Extra Funds Recommended for Transit
Surprise support called triumph for riders, drivers

 

Saturday, October 10, 1998

By Laura Hamburg
CHRONICLE STAFF WRITER

In a triumph for people who ride buses, trains and ferries, a key committee of the Bay Area's transportation agency gave tranrators more money to fix and replace dilapidated equipment yesterday.

The extra $375 million in transit money, to be spread over the next two decades, came as a welcome surprise to dozens of vocal transit supporters who attended the Metrolitan Transportation Commission's Program Committee meeting yesterday.

"This is a monumental victory," said Stuart Cohen, director of the Bay Area Transportation Choices Forum (a project of TALC as of 2003), which spearheaded the campaign to score more transit funding. "It's also a victory for drivers stuck in traffic -- because more transit means less congestion."

The money will be added to a 20-year transportation blueprint for the Bay Area that was approved yesterday by the committee. The full commission will make a final decision on October 28.

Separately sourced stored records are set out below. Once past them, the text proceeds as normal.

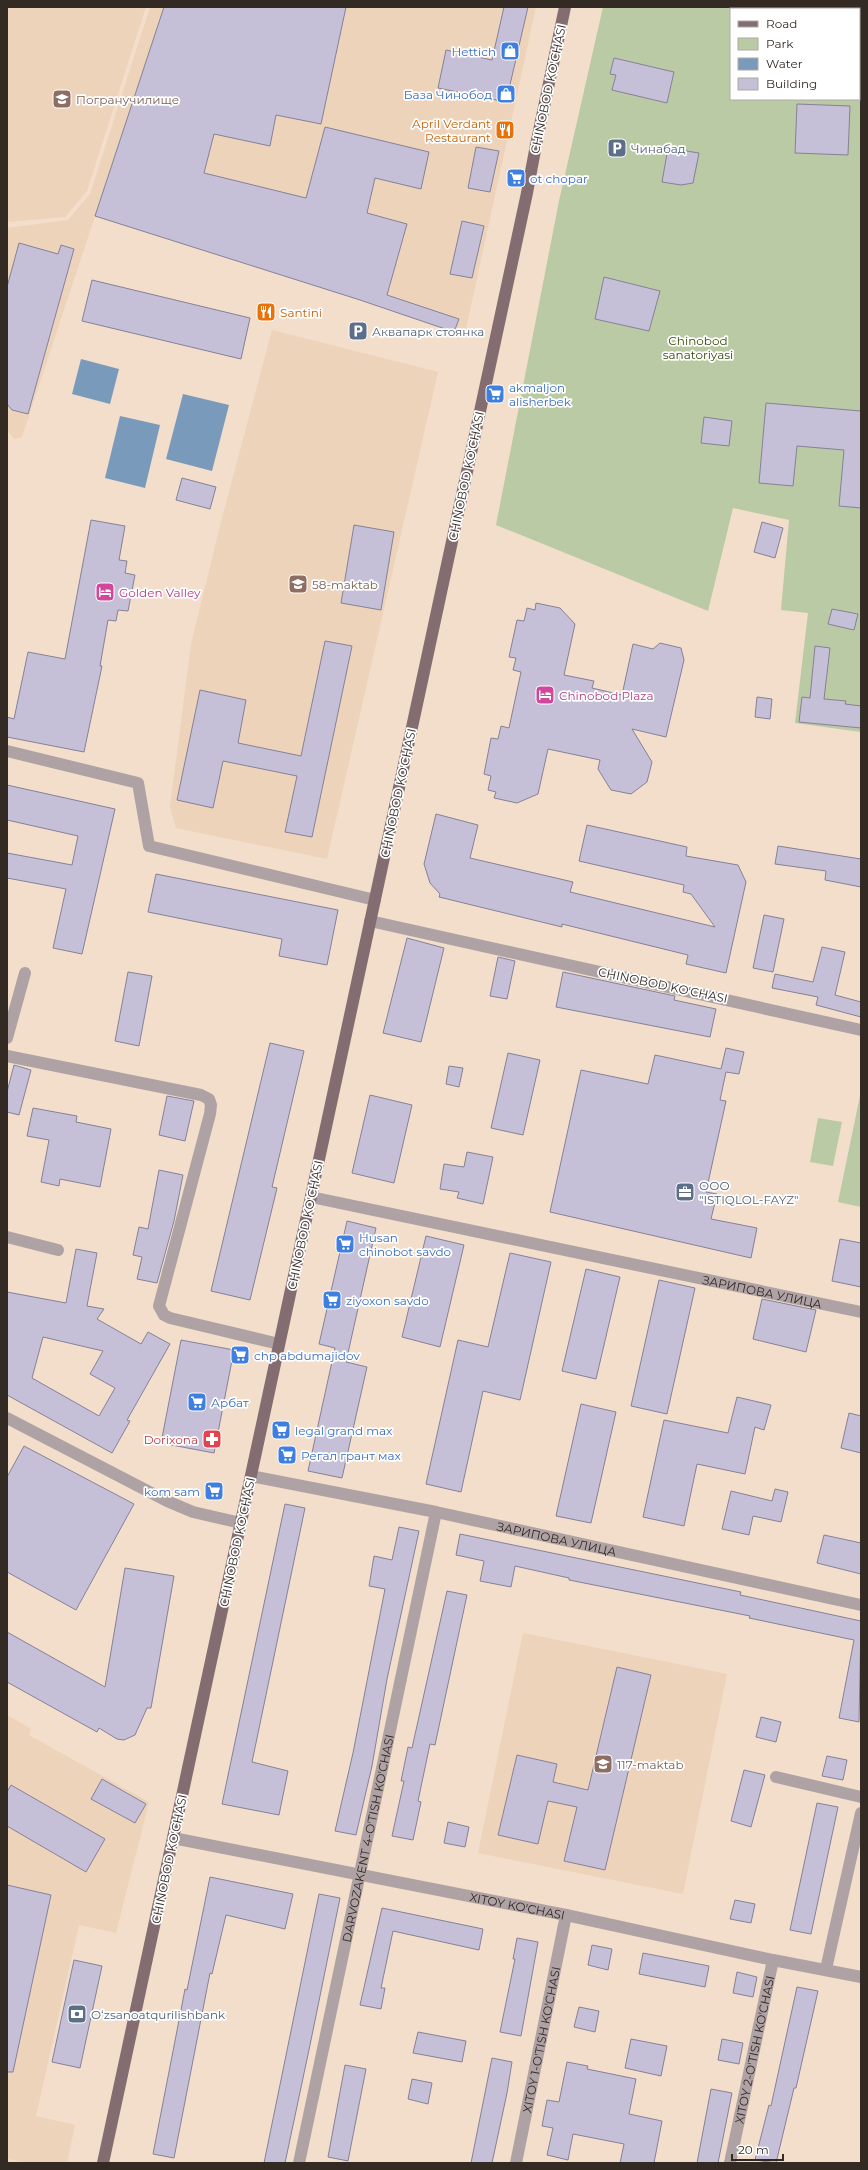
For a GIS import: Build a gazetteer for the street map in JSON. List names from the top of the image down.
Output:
{
  "streets": {
    "main road": ["CHINOBOD KO'CHASI"],
    "street": [
      "ЗАРИПОВА УЛИЦА",
      "DARVOZAKENT 4-O'TISH KO'CHASI",
      "XITOY KO'CHASI",
      "XITOY 1-O'TISH KO'CHASI",
      "XITOY 2-O'TISH KO'CHASI"
    ]
  },
  "crossings": [
    ["CHINOBOD KO'CHASI", "ЗАРИПОВА УЛИЦА"],
    ["CHINOBOD KO'CHASI", "XITOY KO'CHASI"],
    ["ЗАРИПОВА УЛИЦА", "DARVOZAKENT 4-O'TISH KO'CHASI"],
    ["DARVOZAKENT 4-O'TISH KO'CHASI", "XITOY KO'CHASI"],
    ["XITOY KO'CHASI", "XITOY 1-O'TISH KO'CHASI"],
    ["XITOY KO'CHASI", "XITOY 2-O'TISH KO'CHASI"]
  ],
  "parks": ["Chinobod sanatoriyasi"],
  "places": {
    "shop": ["Hettich", "База Чинобод"],
    "school or university": ["Погранучилище", "58-maktab", "117-maktab"],
    "restaurant": ["April Verdant Restaurant", "Santini"],
    "parking": ["Чинабад", "Аквапарк стоянка"],
    "supermarket": [
      "ot chopar",
      "akmaljon alisherbek",
      "Husan chinobot savdo",
      "ziyoxon savdo",
      "chp abdumajidov",
      "Арбат",
      "legal grand max",
      "Регал грант мах",
      "kom sam"
    ],
    "hotel": ["Golden Valley", "Chinobod Plaza"],
    "office": ["ООО \"ISTIQLOL-FAYZ\""],
    "pharmacy": ["Dorixona"],
    "bank": ["Oʻzsanoatqurilishbank"]
  },
  "legend": [
    "Road",
    "Park",
    "Water",
    "Building"
  ],
  "scale_bar": "20 m"
}
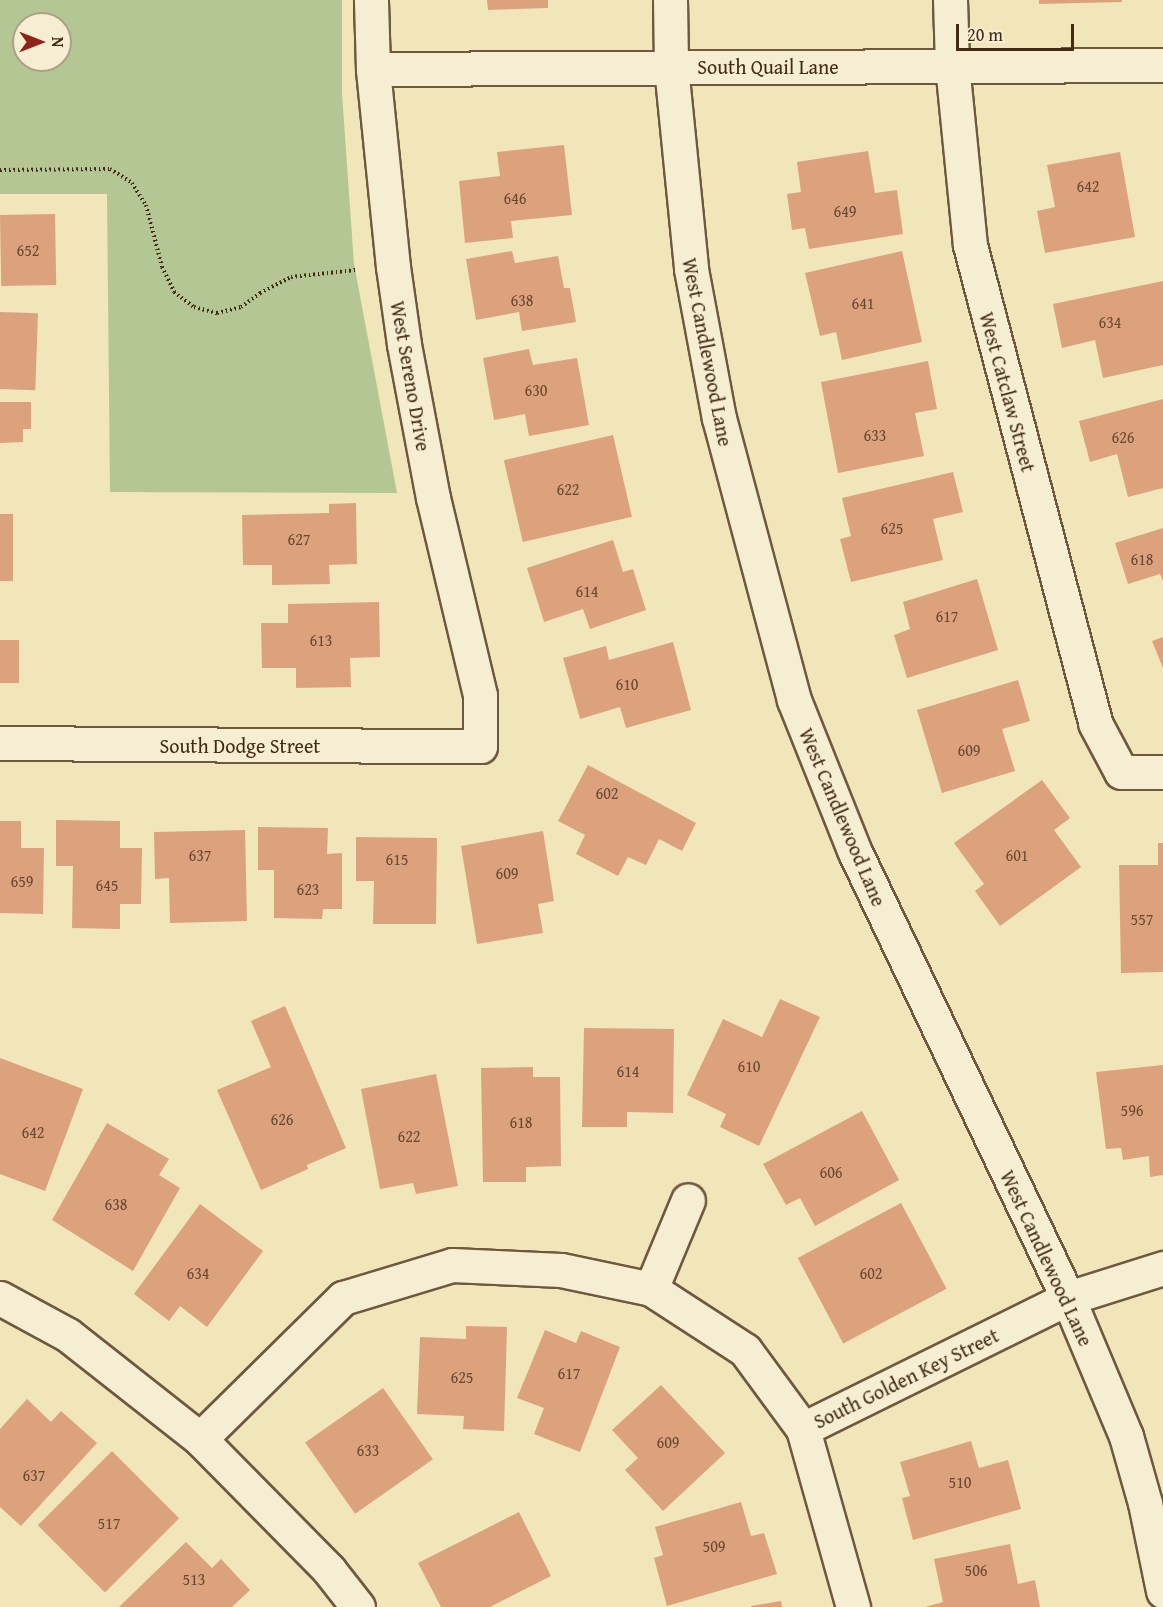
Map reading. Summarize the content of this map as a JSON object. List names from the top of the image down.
{
  "streets": {
    "street": [
      "South Quail Lane",
      "West Candlewood Lane",
      "West Sereno Drive",
      "West Catclaw Street",
      "South Dodge Street",
      "South Golden Key Street"
    ]
  },
  "crossings": [
    ["South Quail Lane", "West Candlewood Lane"],
    ["South Quail Lane", "West Sereno Drive"],
    ["South Quail Lane", "West Catclaw Street"],
    ["West Candlewood Lane", "South Golden Key Street"],
    ["West Sereno Drive", "South Dodge Street"]
  ],
  "house_numbers": [
    "642",
    "646",
    "649",
    "652",
    "638",
    "641",
    "634",
    "630",
    "633",
    "626",
    "622",
    "625",
    "627",
    "618",
    "614",
    "617",
    "613",
    "610",
    "609",
    "602",
    "637",
    "601",
    "615",
    "609",
    "659",
    "645",
    "623",
    "557",
    "610",
    "614",
    "596",
    "626",
    "618",
    "642",
    "622",
    "606",
    "638",
    "634",
    "602",
    "617",
    "625",
    "609",
    "633",
    "637",
    "510",
    "517",
    "509",
    "506",
    "513"
  ],
  "scale_bar": "20 m",
  "north": "right"
}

The sweeping $88 billion plan is a laundry list of projects that will get state and federal cash over the next two decades. The plan is updated every two years.

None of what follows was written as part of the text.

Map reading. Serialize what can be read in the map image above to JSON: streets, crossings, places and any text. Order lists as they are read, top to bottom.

BART, AC Transit, Caltrain, Golden Gate Transit and others will receive about half of the funds to maintain existing service. A third of the money will go to maintaining roads, with most of the rest spent to expand roadways. The extra funds promised yesterday will be used to replace aging buses and trains and worn-out equipment.

As the regional planning agency, the Metropolitan Transportation Commission collects billions of dollars for the area from state and federal sources and doles it out to local governments to expand freeways, fix potholes and to pay for improved bus, train and ferry service.

But which projects get on the list and how much money they get is a heated debate, often pitting inner-city transit users against suburban drivers, and environmentalists concerned about urban sprawl against motorists who want wider freeways and more bypasses.

Yesterday's meeting was no exception. Nearly 50 speakers addressed the committee, most of them pleading with commissioners to yank some freeway projects off the funding list in exchange for more money for transit and for bicycle and pedestrian improvements.

Hale Zukas, a paraplegic who is unable to speak, addressed commissioners in his wheelchair, slowly using a pointer attached to his head to tap out his message. "I can't drive", a translator repeated. "I ride transit, and there are many people in my position."

A vocal contingent of homeless advocates and homeless people vowed to storm the full committee meeting in two weeks unless commissioners gave transit more money.

Representatives from the Bay Area Air Quality Management District and the U.S. Environmental Protection Agency told commissioners that the plan does not do enough to address pollution problems expected to worsten when a million additional cars hit Bay Area roads over the next 20 years.

Other predictions are equally alarming. According to the transportation plan projections, by the year 2020, there will be 29 percent more people living in the Bay Area; the number of trips made by vehicles will increas by 29 percent as well, and the numver of vehicle miles traveled will soar by 46 percent as a result of longer commutes.

In some already congested corridors such as Interstate 80, the Sunol Grade on I-680, state Highway 4 in Contra Costa County, and HIghway 101 between Sonoma County and San Francisco, the amount of time people spend wedged in traffic is expected to climb by more than 200 percent.

In unanimously approving the additional transit funding and in not whacking other freeway prjects, commissioners said yesterday the plan will help reduce congestion.

"I think the commission has a responsibility to fund transit at 100 percent," said James P. Spering, chairman of the Metropolitan Transportation Commission. "It's what we've heard over and over again from the public. And it's what we should do."